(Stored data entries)
*** Begin section ***
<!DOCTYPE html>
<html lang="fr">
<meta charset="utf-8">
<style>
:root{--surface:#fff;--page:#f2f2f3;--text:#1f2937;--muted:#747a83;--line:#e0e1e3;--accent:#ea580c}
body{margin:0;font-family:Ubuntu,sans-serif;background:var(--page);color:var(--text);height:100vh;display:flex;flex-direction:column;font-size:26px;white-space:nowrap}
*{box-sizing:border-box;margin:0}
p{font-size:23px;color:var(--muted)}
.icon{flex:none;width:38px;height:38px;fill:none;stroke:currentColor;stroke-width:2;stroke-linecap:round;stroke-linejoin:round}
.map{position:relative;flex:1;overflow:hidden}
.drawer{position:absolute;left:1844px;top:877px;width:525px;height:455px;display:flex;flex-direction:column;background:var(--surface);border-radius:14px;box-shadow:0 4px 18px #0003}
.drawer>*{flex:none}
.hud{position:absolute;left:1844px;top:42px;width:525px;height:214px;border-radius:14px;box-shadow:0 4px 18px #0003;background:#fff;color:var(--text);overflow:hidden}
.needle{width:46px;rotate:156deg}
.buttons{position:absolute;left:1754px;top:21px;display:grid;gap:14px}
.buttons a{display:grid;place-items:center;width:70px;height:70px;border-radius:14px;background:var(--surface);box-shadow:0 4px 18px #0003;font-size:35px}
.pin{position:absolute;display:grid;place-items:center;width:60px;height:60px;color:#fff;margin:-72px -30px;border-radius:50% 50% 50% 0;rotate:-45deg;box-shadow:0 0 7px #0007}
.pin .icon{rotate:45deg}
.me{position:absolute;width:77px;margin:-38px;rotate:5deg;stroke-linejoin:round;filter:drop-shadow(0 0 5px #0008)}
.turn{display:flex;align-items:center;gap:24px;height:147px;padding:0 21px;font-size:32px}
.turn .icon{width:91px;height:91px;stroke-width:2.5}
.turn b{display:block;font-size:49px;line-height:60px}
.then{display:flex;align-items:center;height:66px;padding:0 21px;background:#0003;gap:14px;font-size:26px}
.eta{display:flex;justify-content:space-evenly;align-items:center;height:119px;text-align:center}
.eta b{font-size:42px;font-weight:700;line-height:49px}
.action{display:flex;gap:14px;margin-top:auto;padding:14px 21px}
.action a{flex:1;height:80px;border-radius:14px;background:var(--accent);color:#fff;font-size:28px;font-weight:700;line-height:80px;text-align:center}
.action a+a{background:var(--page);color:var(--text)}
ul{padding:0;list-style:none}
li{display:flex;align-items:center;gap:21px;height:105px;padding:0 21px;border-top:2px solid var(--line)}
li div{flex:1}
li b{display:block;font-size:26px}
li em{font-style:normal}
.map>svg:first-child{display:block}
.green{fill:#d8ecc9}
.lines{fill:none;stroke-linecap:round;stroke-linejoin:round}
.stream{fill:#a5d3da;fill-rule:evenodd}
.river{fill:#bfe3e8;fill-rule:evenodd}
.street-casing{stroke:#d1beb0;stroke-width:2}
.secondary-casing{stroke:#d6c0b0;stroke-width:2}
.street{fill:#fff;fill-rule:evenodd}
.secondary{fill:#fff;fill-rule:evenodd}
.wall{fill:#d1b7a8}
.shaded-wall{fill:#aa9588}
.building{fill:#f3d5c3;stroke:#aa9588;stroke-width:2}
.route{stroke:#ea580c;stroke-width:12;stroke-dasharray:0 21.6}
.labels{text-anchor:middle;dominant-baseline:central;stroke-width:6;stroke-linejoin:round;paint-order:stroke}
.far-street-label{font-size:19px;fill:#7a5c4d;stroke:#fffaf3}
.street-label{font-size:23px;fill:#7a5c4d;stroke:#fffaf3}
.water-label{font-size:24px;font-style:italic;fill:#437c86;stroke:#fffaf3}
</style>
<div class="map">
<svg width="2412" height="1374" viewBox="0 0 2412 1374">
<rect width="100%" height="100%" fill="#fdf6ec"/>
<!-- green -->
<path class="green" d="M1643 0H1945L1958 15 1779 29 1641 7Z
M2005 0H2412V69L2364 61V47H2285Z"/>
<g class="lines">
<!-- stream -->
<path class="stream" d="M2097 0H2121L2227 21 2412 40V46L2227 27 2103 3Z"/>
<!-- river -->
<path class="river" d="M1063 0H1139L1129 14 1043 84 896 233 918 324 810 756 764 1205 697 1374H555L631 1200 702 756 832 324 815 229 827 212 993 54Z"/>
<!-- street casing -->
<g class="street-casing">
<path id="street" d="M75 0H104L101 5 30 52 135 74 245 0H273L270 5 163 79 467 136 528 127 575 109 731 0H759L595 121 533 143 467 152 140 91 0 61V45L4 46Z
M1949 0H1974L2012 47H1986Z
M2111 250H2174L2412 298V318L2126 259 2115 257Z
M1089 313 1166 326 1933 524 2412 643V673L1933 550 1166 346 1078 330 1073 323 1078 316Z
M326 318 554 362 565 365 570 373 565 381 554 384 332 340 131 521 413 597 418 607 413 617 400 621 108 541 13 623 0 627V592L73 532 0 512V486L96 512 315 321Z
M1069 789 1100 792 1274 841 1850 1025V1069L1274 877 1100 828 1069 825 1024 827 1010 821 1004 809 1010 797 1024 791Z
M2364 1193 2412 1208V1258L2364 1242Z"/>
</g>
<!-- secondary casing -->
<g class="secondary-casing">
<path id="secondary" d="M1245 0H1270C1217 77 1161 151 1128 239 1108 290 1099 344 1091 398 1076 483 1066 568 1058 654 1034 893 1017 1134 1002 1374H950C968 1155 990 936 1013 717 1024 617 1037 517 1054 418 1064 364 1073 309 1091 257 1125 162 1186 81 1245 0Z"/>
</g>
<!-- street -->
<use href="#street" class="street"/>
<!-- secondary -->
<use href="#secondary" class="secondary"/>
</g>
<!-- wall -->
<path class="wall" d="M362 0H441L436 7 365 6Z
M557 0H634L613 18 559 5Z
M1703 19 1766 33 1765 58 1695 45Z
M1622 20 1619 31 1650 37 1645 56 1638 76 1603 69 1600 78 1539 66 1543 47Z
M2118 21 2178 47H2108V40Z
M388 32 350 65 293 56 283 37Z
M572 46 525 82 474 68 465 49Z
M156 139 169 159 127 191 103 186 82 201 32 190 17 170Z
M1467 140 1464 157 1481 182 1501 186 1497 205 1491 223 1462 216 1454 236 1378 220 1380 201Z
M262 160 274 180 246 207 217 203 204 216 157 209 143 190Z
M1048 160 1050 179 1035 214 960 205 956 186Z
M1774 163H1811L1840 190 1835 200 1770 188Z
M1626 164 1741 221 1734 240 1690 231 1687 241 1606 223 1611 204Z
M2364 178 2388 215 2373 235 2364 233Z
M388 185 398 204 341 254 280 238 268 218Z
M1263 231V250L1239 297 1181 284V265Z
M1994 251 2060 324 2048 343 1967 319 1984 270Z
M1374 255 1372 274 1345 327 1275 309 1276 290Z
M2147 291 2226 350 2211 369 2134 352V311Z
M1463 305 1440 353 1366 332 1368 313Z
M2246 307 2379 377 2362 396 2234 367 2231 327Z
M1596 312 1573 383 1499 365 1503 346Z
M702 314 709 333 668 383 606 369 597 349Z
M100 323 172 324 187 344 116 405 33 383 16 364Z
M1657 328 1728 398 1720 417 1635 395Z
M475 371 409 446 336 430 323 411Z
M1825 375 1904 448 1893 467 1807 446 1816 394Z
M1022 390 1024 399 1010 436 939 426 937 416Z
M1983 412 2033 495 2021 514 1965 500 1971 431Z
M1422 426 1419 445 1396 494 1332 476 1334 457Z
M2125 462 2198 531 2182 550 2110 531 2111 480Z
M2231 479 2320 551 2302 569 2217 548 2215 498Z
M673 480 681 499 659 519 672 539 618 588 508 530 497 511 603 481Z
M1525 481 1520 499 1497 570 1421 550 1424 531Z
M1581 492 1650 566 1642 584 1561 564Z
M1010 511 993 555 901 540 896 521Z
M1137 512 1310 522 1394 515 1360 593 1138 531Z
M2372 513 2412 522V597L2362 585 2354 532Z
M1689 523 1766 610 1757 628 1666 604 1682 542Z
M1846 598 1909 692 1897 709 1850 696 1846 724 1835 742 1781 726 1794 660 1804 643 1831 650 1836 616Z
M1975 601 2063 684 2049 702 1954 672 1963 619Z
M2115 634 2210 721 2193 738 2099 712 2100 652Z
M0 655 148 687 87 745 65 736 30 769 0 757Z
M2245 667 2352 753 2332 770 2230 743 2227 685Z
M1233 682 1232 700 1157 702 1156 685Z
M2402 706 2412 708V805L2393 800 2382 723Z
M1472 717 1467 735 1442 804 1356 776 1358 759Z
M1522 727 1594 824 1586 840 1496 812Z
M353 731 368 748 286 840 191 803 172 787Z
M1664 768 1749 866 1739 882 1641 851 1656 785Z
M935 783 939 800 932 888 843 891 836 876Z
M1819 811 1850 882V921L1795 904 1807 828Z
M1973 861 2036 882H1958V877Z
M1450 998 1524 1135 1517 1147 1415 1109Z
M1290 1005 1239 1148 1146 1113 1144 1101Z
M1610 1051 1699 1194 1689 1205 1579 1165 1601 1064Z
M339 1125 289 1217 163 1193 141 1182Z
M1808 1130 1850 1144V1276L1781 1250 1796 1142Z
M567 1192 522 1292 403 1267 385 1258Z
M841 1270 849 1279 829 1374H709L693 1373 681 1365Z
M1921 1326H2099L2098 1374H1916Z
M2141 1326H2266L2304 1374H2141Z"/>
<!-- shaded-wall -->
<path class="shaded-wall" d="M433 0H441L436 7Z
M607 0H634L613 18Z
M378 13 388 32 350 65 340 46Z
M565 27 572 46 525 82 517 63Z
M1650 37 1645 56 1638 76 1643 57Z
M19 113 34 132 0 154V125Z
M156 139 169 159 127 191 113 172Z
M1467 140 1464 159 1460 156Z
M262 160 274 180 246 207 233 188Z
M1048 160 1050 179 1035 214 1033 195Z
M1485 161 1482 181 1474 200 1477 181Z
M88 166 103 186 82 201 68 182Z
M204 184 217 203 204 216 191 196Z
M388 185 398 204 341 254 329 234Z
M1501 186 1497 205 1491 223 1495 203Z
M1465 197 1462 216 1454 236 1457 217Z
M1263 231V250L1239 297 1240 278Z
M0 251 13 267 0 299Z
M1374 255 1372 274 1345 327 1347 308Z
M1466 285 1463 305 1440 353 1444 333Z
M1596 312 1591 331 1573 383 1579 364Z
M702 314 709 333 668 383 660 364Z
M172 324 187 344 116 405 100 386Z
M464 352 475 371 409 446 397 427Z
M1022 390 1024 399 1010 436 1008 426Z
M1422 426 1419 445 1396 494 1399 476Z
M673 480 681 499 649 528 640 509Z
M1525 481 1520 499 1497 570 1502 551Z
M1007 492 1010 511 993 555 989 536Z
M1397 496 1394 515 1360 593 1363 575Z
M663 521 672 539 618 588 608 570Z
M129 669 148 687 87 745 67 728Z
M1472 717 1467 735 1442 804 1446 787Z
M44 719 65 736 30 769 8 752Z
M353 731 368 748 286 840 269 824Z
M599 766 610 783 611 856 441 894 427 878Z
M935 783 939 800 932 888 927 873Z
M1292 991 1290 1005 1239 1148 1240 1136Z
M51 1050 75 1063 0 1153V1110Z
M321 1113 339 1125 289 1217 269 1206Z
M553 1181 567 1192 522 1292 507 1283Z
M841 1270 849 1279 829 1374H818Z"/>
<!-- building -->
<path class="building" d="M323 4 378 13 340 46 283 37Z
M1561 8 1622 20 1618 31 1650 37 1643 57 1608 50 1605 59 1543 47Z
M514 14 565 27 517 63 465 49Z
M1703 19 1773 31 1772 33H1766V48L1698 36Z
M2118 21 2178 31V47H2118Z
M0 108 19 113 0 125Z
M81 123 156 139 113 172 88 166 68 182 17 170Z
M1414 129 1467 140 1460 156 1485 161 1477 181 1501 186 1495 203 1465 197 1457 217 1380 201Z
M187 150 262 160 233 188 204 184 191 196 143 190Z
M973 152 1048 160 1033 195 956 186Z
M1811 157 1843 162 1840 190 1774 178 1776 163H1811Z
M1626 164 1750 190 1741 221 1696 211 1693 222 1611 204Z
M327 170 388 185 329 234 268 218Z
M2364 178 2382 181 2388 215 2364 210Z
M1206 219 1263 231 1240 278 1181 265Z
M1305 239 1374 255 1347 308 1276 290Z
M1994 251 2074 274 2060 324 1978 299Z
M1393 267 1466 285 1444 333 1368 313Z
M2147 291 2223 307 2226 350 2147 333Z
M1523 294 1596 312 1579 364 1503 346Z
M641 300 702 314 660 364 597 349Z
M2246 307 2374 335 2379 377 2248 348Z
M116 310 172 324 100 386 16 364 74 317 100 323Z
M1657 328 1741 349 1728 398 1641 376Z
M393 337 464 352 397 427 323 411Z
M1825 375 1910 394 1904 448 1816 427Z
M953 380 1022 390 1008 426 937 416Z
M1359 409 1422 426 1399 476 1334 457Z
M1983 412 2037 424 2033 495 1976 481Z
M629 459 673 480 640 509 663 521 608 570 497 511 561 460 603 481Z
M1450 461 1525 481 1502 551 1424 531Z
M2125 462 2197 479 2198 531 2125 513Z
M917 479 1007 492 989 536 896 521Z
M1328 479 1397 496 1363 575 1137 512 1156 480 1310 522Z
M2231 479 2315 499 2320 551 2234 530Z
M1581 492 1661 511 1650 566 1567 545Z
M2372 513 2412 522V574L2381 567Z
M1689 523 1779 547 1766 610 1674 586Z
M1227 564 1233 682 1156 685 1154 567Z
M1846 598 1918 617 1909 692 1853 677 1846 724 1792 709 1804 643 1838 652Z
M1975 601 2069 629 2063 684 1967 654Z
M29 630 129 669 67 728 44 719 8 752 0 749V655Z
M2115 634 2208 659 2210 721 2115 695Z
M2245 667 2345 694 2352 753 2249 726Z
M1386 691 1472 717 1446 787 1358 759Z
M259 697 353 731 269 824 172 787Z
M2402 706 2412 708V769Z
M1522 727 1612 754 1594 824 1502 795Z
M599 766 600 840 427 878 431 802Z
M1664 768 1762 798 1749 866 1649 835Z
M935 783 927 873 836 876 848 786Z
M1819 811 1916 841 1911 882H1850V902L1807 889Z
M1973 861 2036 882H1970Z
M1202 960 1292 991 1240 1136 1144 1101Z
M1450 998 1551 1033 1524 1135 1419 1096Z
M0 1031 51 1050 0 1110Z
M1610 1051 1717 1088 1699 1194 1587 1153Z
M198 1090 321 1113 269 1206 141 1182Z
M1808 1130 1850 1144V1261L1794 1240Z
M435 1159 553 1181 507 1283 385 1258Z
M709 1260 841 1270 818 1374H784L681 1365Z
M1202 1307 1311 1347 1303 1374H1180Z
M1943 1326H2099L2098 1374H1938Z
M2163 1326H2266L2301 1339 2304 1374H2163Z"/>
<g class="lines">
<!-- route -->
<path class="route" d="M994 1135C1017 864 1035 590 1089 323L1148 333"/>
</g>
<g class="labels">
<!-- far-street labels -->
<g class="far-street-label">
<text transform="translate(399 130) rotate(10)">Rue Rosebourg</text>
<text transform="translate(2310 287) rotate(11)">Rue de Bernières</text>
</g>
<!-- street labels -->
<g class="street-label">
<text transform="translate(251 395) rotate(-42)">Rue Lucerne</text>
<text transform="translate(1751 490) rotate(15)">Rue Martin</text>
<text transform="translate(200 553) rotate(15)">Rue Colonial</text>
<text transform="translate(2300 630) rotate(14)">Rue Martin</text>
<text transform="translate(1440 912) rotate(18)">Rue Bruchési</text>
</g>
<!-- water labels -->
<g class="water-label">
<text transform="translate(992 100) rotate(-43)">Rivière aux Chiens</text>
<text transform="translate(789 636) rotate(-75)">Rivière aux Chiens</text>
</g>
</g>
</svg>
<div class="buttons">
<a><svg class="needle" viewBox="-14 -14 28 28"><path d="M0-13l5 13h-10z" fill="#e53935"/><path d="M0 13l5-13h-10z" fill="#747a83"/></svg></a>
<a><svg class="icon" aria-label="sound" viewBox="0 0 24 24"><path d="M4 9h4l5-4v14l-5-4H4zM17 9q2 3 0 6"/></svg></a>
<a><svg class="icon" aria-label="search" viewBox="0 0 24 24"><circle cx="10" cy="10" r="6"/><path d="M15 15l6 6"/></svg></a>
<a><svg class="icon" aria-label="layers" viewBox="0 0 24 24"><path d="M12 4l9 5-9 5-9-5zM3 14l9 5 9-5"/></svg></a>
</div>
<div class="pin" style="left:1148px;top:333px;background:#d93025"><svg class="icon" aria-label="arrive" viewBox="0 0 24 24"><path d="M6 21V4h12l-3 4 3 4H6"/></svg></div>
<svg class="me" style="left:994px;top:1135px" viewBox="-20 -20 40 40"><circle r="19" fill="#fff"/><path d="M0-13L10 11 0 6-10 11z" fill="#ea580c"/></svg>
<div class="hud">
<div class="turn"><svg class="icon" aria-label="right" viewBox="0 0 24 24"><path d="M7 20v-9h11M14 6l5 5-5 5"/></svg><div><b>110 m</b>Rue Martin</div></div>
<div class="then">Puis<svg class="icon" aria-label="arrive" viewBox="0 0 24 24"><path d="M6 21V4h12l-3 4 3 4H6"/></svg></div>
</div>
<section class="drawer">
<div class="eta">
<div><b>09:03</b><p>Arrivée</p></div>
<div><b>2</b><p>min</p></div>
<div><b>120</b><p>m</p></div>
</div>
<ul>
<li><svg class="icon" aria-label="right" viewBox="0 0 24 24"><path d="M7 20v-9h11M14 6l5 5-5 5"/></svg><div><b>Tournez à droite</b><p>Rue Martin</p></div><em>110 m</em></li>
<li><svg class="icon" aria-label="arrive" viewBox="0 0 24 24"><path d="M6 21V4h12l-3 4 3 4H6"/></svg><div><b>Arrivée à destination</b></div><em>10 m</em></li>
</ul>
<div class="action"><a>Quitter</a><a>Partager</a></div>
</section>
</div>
*** End section ***
• _Exercise_
Copy only this part of the entries above: the line with "M1819 811 1850 882V921L1795 904 1807 828Z", the line with "M129 669 148 687 87 745 67 728Z", and the lines between, all exactly as written.

• _Result of this exercise_
M1819 811 1850 882V921L1795 904 1807 828Z
M1973 861 2036 882H1958V877Z
M1450 998 1524 1135 1517 1147 1415 1109Z
M1290 1005 1239 1148 1146 1113 1144 1101Z
M1610 1051 1699 1194 1689 1205 1579 1165 1601 1064Z
M339 1125 289 1217 163 1193 141 1182Z
M1808 1130 1850 1144V1276L1781 1250 1796 1142Z
M567 1192 522 1292 403 1267 385 1258Z
M841 1270 849 1279 829 1374H709L693 1373 681 1365Z
M1921 1326H2099L2098 1374H1916Z
M2141 1326H2266L2304 1374H2141Z"/>
<!-- shaded-wall -->
<path class="shaded-wall" d="M433 0H441L436 7Z
M607 0H634L613 18Z
M378 13 388 32 350 65 340 46Z
M565 27 572 46 525 82 517 63Z
M1650 37 1645 56 1638 76 1643 57Z
M19 113 34 132 0 154V125Z
M156 139 169 159 127 191 113 172Z
M1467 140 1464 159 1460 156Z
M262 160 274 180 246 207 233 188Z
M1048 160 1050 179 1035 214 1033 195Z
M1485 161 1482 181 1474 200 1477 181Z
M88 166 103 186 82 201 68 182Z
M204 184 217 203 204 216 191 196Z
M388 185 398 204 341 254 329 234Z
M1501 186 1497 205 1491 223 1495 203Z
M1465 197 1462 216 1454 236 1457 217Z
M1263 231V250L1239 297 1240 278Z
M0 251 13 267 0 299Z
M1374 255 1372 274 1345 327 1347 308Z
M1466 285 1463 305 1440 353 1444 333Z
M1596 312 1591 331 1573 383 1579 364Z
M702 314 709 333 668 383 660 364Z
M172 324 187 344 116 405 100 386Z
M464 352 475 371 409 446 397 427Z
M1022 390 1024 399 1010 436 1008 426Z
M1422 426 1419 445 1396 494 1399 476Z
M673 480 681 499 649 528 640 509Z
M1525 481 1520 499 1497 570 1502 551Z
M1007 492 1010 511 993 555 989 536Z
M1397 496 1394 515 1360 593 1363 575Z
M663 521 672 539 618 588 608 570Z
M129 669 148 687 87 745 67 728Z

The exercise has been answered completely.